Summary judgment is only appropriate when "undisputed evidence shows that the plaintiff was aware of the danger, appreciated the danger, and acted more carefully because of the perceived danger." Harding, 628 So.2d at 463. Under Alabama laws, courts have noted, "summary judgment is rarely appropriate in negligence and personal injury cases." Ex Parte Mountain Top Indoor Flea Market, Inc., 609 So. 2d 158, 161 (Ala. 1997). Marshall presents evidence that there exists a genuine issue from the facts presented. Additionally, a reasonable jury could find that the ballet bar was not open and obvious due to the positioning of the horizontal foot of the ballet bar (hidden by merchandise) and the display table, which failed to make the base visible.
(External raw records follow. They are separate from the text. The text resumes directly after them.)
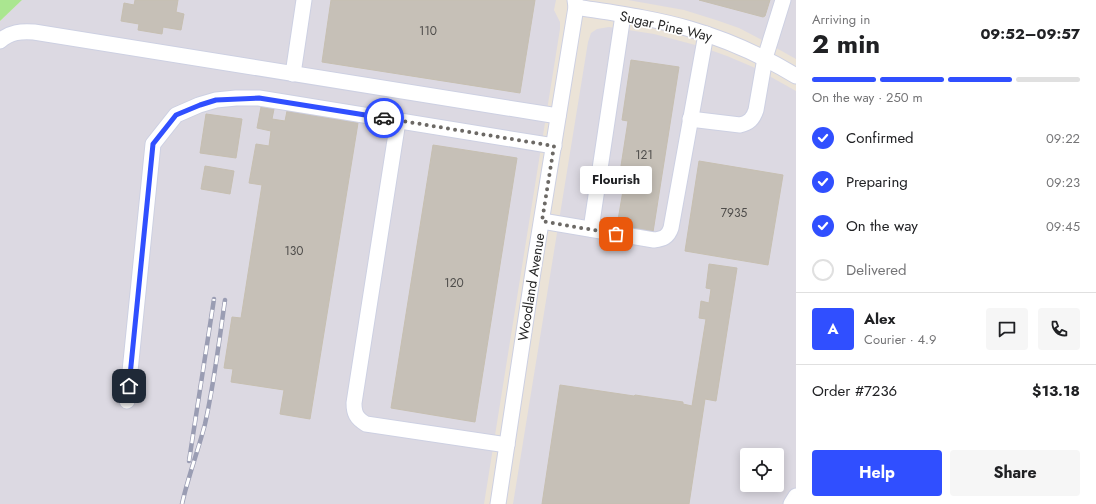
<!DOCTYPE html>
<meta charset="utf-8">
<style>
:root{--surface:#fff;--page:#f6f6f6;--text:#202124;--muted:#757577;--line:#e0e0e0;--accent:#304fff}
body{margin:0;font-family:Jost,sans-serif;background:var(--page);color:var(--text);height:100vh;display:flex;flex-direction:column;font-size:15px;white-space:nowrap}
*{box-sizing:border-box;margin:0}
p{font-size:13px;color:var(--muted)}
.icon{flex:none;width:22px;height:22px;fill:none;stroke:currentColor;stroke-width:2;stroke-linecap:round;stroke-linejoin:round}
.map{position:relative;flex:1;overflow:hidden}
.details{display:flex;flex-direction:column;background:var(--surface);width:300px}
.details>*{flex:none}
.tools{position:absolute;left:740px;top:448px;display:grid;gap:8px}
.tools a{display:grid;place-items:center;width:44px;height:44px;border-radius:4px;background:var(--surface);box-shadow:0 2px 10px #0003;font-size:20px}
.pin{position:absolute;display:grid;place-items:center;width:34px;height:34px;color:#fff;margin:-17px;border-radius:8px;box-shadow:0 2px 6px #0006}
.courier{position:absolute;display:grid;place-items:center;width:40px;height:40px;margin:-20px;border:3px solid #304fff;border-radius:50%;background:#fff;color:#222;box-shadow:0 1px 5px #0007}
.bubble{position:absolute;height:28px;border-radius:4px;background:var(--surface);box-shadow:0 2px 10px #0003;font-size:13px;font-weight:700;line-height:28px;text-align:center}
.summary em{font-style:normal;font-weight:700}
.summary div{display:flex;flex-direction:column-reverse}
.summary{display:flex;align-items:center;justify-content:space-between;height:68px;padding:0 16px}
h1{font-size:26px;font-weight:700;line-height:30px}
.bar{display:grid;grid-template-columns:repeat(4,1fr);gap:6px 4px;align-content:center;height:48px;padding:0 16px}
.bar i{height:5px;border-radius:3px;background:var(--line)}
.bar .active{background:var(--accent)}
.bar p{grid-column:span 4}
.line{display:flex;align-items:center;gap:10px;padding:0 16px;border-top:1px solid var(--line)}
.line div{flex:1}
.round{display:grid;place-items:center;flex:none;width:42px;height:42px;border-radius:4px;background:var(--page)}
ol{padding:0 16px;list-style:none}
li{display:flex;align-items:center;gap:12px;height:44px}
li p{margin-inline-start:auto}
li .icon{padding:4px;border-radius:50%;background:var(--accent);color:#fff;stroke-width:4}
li:last-child{color:var(--muted)}
li i{width:22px;height:22px;border:2px solid var(--line);border-radius:50%}
.action{display:flex;gap:8px;margin-top:auto;padding:8px 16px}
.action a{flex:1;height:46px;border-radius:4px;background:var(--accent);color:#fff;font-size:16px;font-weight:700;line-height:46px;text-align:center}
.action a+a{background:var(--page);color:var(--text)}
main{display:flex;flex:1;min-height:0}
.map>svg:first-child{display:block}
</style>
<main>
<div class="map">
<svg width="796" height="504" viewBox="0 0 796 504">
<rect width="100%" height="100%" fill="#ebe3d7"/>
<!-- industrial -->
<g fill="#dcd9e2" fill-rule="evenodd">
<polygon points="22,0 556,0 554,10 560,22 560,29 484,504 0,504 0,21"/>
<polygon points="628,0 796,0 796,59 762,40 739,28 716,20 684,10"/>
<path d="M609 27 654 34 699 46 727 56 753 67 796 91V504H513L588 42 591 33 597 29ZM747 455H777V485H747Z"/>
</g>
<!-- green -->
<polygon fill="#aae690" points="0,0 22,0 0,21"/>
<!-- building -->
<g fill="#c6c0b7" stroke="#c6bfb1">
<polygon points="135,0 178,0 176,12 184,14 181,30 163,27 162,34 138,30 139,24 121,21 124,3 134,5"/>
<polygon points="331,0 535,0 520,93 322,62"/>
<polygon points="699,0 770,0 765,16 763,17"/>
<polygon points="631,60 679,67 653,232 617,226 627,167 621,166 628,121 622,120"/>
<polygon points="261,107 274,109 272,119 285,121 287,111 358,123 310,419 280,414 284,390 231,382 233,369 224,368 232,317 241,318 262,185 249,183 256,144 269,146 271,131 257,128"/>
<polygon points="206,114 242,119 236,158 200,153"/>
<polygon points="433,145 517,158 475,422 391,408"/>
<polygon points="699,161 783,175 768,265 685,251"/>
<polygon points="205,166 234,171 230,194 201,189"/>
<polygon points="709,264 737,268 716,401 705,399 689,504 542,504 560,385 634,396 635,395 683,402 683,404 692,406 706,319 699,318 701,301 709,303 711,289 706,288"/>
</g>
<g fill="none" stroke-linecap="round" stroke-linejoin="round">
<!-- minor casing -->
<g stroke="#cdd0e2" stroke-width="17">
<g id="minor">
<path d="M576 7C614 13 653 18 690 29 728 40 763 56 796 76"/>
<path d="M0 41C10 32 21 31 34 32L558 116"/>
<polyline points="293,74 304,0"/>
<path d="M690 119 740 125C749 123 753 119 756 110L765 58 783 0"/>
<path d="M398 121 354 403C354 413 356 418 366 424L507 445"/>
<path d="M542 221 654 240C663 239 668 237 671 228L706 34"/>
<polyline points="591,229 623,15"/>
<polyline points="127,401 153,144 176,115 199,105 216,100 236,98 259,98 554,146"/>
<polyline points="498,504 533,272 576,7 575,0"/>
<polyline points="791,504 796,496"/>
</g>
</g>
<!-- minor -->
<use href="#minor" stroke="#fff" stroke-width="15"/>
<!-- rail casing -->
<g stroke="#9a9db3" stroke-width="4.5">
<g id="rail">
<polyline points="189,461 214,299"/>
<path d="M182 504C188 477 198 451 205 424 214 384 219 342 225 300"/>
</g>
</g>
<!-- rail -->
<use href="#rail" stroke="#fff" stroke-width="3" stroke-dasharray="9" stroke-linecap="butt"/>
</g>
<g fill="none" stroke-linecap="round" stroke-linejoin="round">
<!-- done -->
<polyline stroke="#6c6965" stroke-width="4" stroke-dasharray="0 7.2" points="384,118 554,146 542,221 616,234"/>
<!-- route -->
<polyline stroke="#304fff" stroke-width="5" points="129,386 153,144 176,115 200,105 216,100 259,98 384,118"/>
</g>
<g text-anchor="middle" dominant-baseline="central" stroke-width="3.5" stroke-linejoin="round" paint-order="stroke">
<!-- number labels -->
<g font-size="12" fill="#4f4d4b">
<text x="428" y="31">110</text>
<text x="644" y="155">121</text>
<text x="734" y="213">7935</text>
<text x="294" y="251">130</text>
<text x="454" y="283">120</text>
</g>
<!-- street labels -->
<g font-size="14" fill="#272727" stroke="#fff">
<text transform="translate(666 26) rotate(13)">Sugar Pine Way</text>
<text transform="translate(531 287) rotate(-81)">Woodland Avenue</text>
</g>
</g>
</svg>
<div class="tools">
<a><svg class="icon" aria-label="locate" viewBox="0 0 24 24"><circle cx="12" cy="12" r="6"/><path d="M12 2v4M12 18v4M2 12h4M18 12h4"/></svg></a>
</div>
<div class="pin" style="left:616px;top:234px;background:#ea580c"><svg class="icon" aria-label="bag" viewBox="0 0 24 24"><path d="M5 8h14l-1 12H6zM9 8a3 3 0 0 1 6 0"/></svg></div>
<div class="pin" style="left:129px;top:386px;background:#1f2937"><svg class="icon" aria-label="home" viewBox="0 0 24 24"><path d="M3 11l9-7 9 7M6 9v11h12V9"/></svg></div>
<div class="courier" style="left:384px;top:118px"><svg class="icon" aria-label="car" viewBox="0 0 24 24"><path d="M5 17H2v-5l4-1 3-4h7l3 4 3 1v5h-3M9 17h6M6 11h13"/><circle cx="7" cy="17" r="2"/><circle cx="17" cy="17" r="2"/></svg></div>
<div class="bubble" style="left:580px;top:166px;width:72px">Flourish</div>
</div>
<section class="details">
<div class="summary"><div><h1>2 min</h1><p>Arriving in</p></div><em>09:52–09:57</em></div>
<div class="bar"><i class="active"></i><i class="active"></i><i class="active"></i><i></i><p>On the way · 250 m</p></div>
<ol>
<li><svg class="icon" aria-label="check" viewBox="0 0 24 24"><path d="M5 12l5 5 9-10"/></svg>Confirmed<p>09:22</p></li>
<li><svg class="icon" aria-label="check" viewBox="0 0 24 24"><path d="M5 12l5 5 9-10"/></svg>Preparing<p>09:23</p></li>
<li><svg class="icon" aria-label="check" viewBox="0 0 24 24"><path d="M5 12l5 5 9-10"/></svg>On the way<p>09:45</p></li>
<li><i></i>Delivered</li>
</ol>
<div class="line" style="height:72px"><b class="round" style="background:var(--accent);color:#fff">A</b><div><b>Alex</b><p>Courier · 4.9</p></div><a class="round"><svg class="icon" aria-label="chat" viewBox="0 0 24 24"><path d="M4 5h16v11H9l-5 4z"/></svg></a><a class="round"><svg class="icon" aria-label="phone" viewBox="0 0 24 24"><path d="M5 4h4l2 5-3 2q2 4 5 5l2-3 5 2v4C11 20 4 13 5 4z"/></svg></a></div>
<div class="line" style="height:52px"><div>Order #7236</div><b>$13.18</b></div>
<div class="action"><a>Help</a><a>Share</a></div>
</section>
</main>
Upon consideration, the undersigned finds that Marshall has produced sufficient evidence demonstrating a genuine dispute of material facts.
B. Wantonness
Dillard's further argues that the wantonness claim should fail due to the lack of evidence. "The Alabama Code defines 'wantonness' as '[c]onduct which is carried on with a reckless or conscious disregard of the rights or safety of others.'" Giles v. Winn-Dixie Montgomery, LLC, 2014 WL 252089 *4 (S.D. Ala. Jan. 23, 2014) (quoting Allen v. Con-Way Truckload, Inc., 2012 WL 3775735, 3 (N.D. Ala. 2012) (quoting §6-11-20(b)(3), Ala. Code 1975)).. Wantonness requires the "conscious doing of some act or the omission of some duty, while knowing of the existing conditions and being conscious that, from doing or omitting to do an act, injury will likely or probably result." Id. (quoting Clark v. Kindley, 10 So. 3d 1005, 1008 (Ala. Civ. App. 2007). Marshall does not contend that Dillard's engaged "in any wanton activity in connection with this incident." (Doc. 54 at 19). Therefore, the undersigned finds that summary judgment as to wantonness is due to be granted.
IV. Conclusion
Based on the foregoing, Defendant's Motion for Summary Judgment (doc. 50) is GRANTED as to the wantonness claim and is otherwise is DENIED.
DONE and ORDERED this 30th day of July 2019.